Stored items:
════════════════

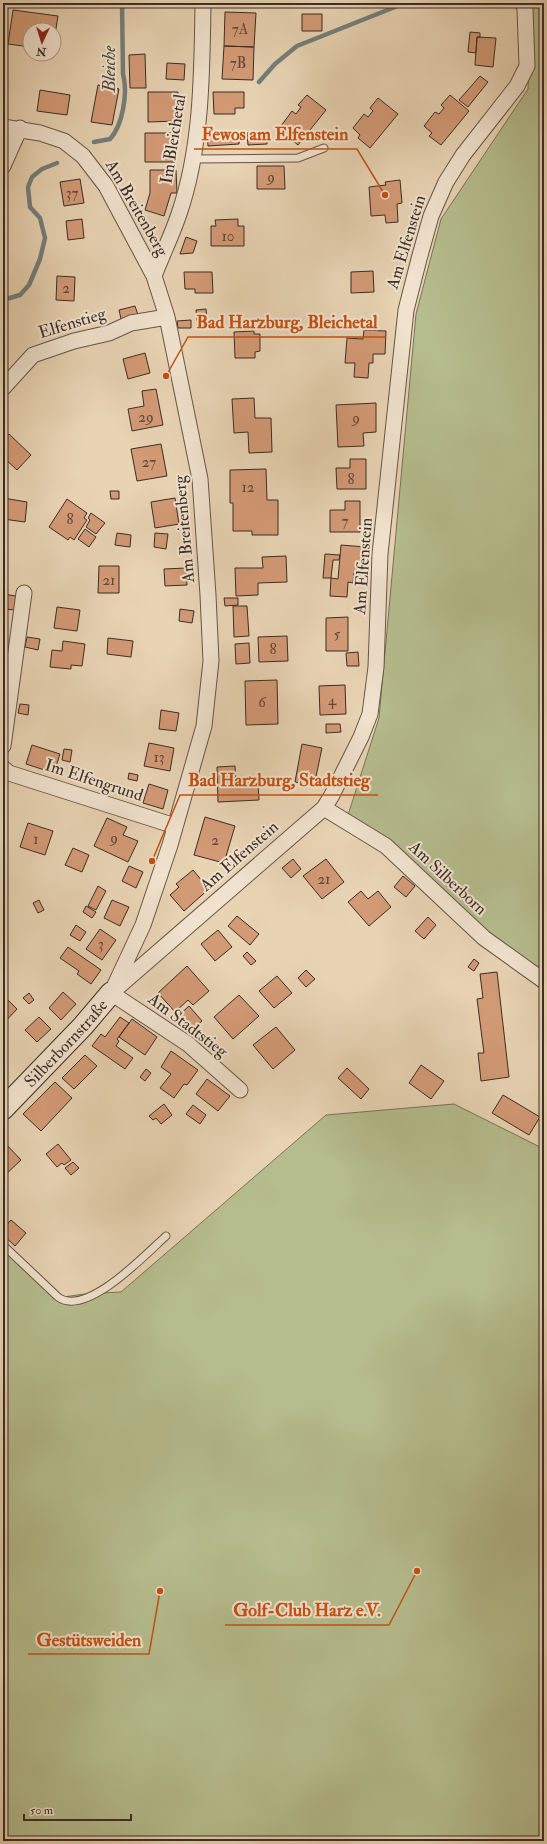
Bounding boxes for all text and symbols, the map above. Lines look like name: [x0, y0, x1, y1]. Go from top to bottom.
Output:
house number: 7A: [232, 20, 249, 39]
north arrow: [22, 22, 62, 62]
text: N: [35, 45, 48, 58]
water label: Bleiche: [98, 45, 121, 93]
house number: 7B: [230, 54, 246, 73]
street label: Im Bleichetal: [156, 92, 191, 185]
callout: Fewos am Elfenstein: [194, 119, 357, 149]
text: Fewos am Elfenstein: [202, 123, 349, 146]
street label: Am Breitenberg: [100, 155, 173, 260]
house number: 9: [266, 168, 275, 187]
house number: 37: [66, 184, 78, 203]
street label: Am Elfenstein: [381, 192, 430, 293]
house number: 10: [222, 227, 234, 246]
house number: 2: [62, 279, 70, 298]
street label: Elfenstieg: [36, 303, 109, 343]
callout: Bad Harzburg, Bleichetal: [188, 307, 385, 337]
text: Bad Harzburg, Bleichetal: [196, 311, 378, 334]
house number: 29: [138, 408, 154, 427]
house number: 9: [351, 409, 360, 428]
house number: 27: [142, 453, 156, 472]
house number: 8: [347, 470, 355, 489]
street label: Am Breitenberg: [169, 474, 199, 585]
house number: 12: [242, 478, 255, 497]
house number: 8: [66, 510, 74, 529]
house number: 7: [342, 512, 349, 531]
street label: Am Elfenstein: [349, 517, 377, 616]
house number: 21: [103, 571, 115, 590]
house number: 5: [334, 625, 341, 644]
house number: 8: [269, 640, 277, 659]
house number: 4: [328, 691, 337, 710]
house number: 6: [258, 693, 267, 712]
house number: 13: [153, 748, 165, 767]
street label: Im Elfengrund: [42, 754, 146, 806]
callout: Bad Harzburg, Stadtstieg: [180, 765, 378, 795]
text: Bad Harzburg, Stadtstieg: [188, 769, 371, 792]
street label: Am Elfenstein: [195, 816, 283, 896]
house number: 9: [109, 829, 118, 848]
house number: 1: [33, 830, 39, 849]
house number: 2: [211, 831, 219, 850]
street label: Am Silberborn: [404, 836, 492, 920]
house number: 21: [318, 870, 330, 889]
house number: 3: [98, 935, 104, 954]
street label: Am Stadtstieg: [143, 988, 233, 1062]
street label: Silberbornstraße: [20, 995, 112, 1091]
callout: Golf-Club Harz e.V.: [225, 1595, 389, 1625]
text: Golf-Club Harz e.V.: [233, 1599, 381, 1622]
callout: Gestütsweiden: [28, 1624, 149, 1654]
text: Gestütsweiden: [37, 1629, 142, 1652]
scale bar: [24, 1796, 131, 1822]
text: 50 m: [30, 1803, 54, 1818]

════════════════

Problem to solve —
Reproduce the entries above without change, omitting all pictures.

Task result —
Bounding boxes for all text and symbols, the map above. Lines look like name: [x0, y0, x1, y1]. Go from top to bottom.
Output:
house number: 7A: [232, 20, 249, 39]
north arrow: [22, 22, 62, 62]
text: N: [35, 45, 48, 58]
water label: Bleiche: [98, 45, 121, 93]
house number: 7B: [230, 54, 246, 73]
street label: Im Bleichetal: [156, 92, 191, 185]
callout: Fewos am Elfenstein: [194, 119, 357, 149]
text: Fewos am Elfenstein: [202, 123, 349, 146]
street label: Am Breitenberg: [100, 155, 173, 260]
house number: 9: [266, 168, 275, 187]
house number: 37: [66, 184, 78, 203]
street label: Am Elfenstein: [381, 192, 430, 293]
house number: 10: [222, 227, 234, 246]
house number: 2: [62, 279, 70, 298]
street label: Elfenstieg: [36, 303, 109, 343]
callout: Bad Harzburg, Bleichetal: [188, 307, 385, 337]
text: Bad Harzburg, Bleichetal: [196, 311, 378, 334]
house number: 29: [138, 408, 154, 427]
house number: 9: [351, 409, 360, 428]
house number: 27: [142, 453, 156, 472]
house number: 8: [347, 470, 355, 489]
street label: Am Breitenberg: [169, 474, 199, 585]
house number: 12: [242, 478, 255, 497]
house number: 8: [66, 510, 74, 529]
house number: 7: [342, 512, 349, 531]
street label: Am Elfenstein: [349, 517, 377, 616]
house number: 21: [103, 571, 115, 590]
house number: 5: [334, 625, 341, 644]
house number: 8: [269, 640, 277, 659]
house number: 4: [328, 691, 337, 710]
house number: 6: [258, 693, 267, 712]
house number: 13: [153, 748, 165, 767]
street label: Im Elfengrund: [42, 754, 146, 806]
callout: Bad Harzburg, Stadtstieg: [180, 765, 378, 795]
text: Bad Harzburg, Stadtstieg: [188, 769, 371, 792]
street label: Am Elfenstein: [195, 816, 283, 896]
house number: 9: [109, 829, 118, 848]
house number: 1: [33, 830, 39, 849]
house number: 2: [211, 831, 219, 850]
street label: Am Silberborn: [404, 836, 492, 920]
house number: 21: [318, 870, 330, 889]
house number: 3: [98, 935, 104, 954]
street label: Am Stadtstieg: [143, 988, 233, 1062]
street label: Silberbornstraße: [20, 995, 112, 1091]
callout: Golf-Club Harz e.V.: [225, 1595, 389, 1625]
text: Golf-Club Harz e.V.: [233, 1599, 381, 1622]
callout: Gestütsweiden: [28, 1624, 149, 1654]
text: Gestütsweiden: [37, 1629, 142, 1652]
scale bar: [24, 1796, 131, 1822]
text: 50 m: [30, 1803, 54, 1818]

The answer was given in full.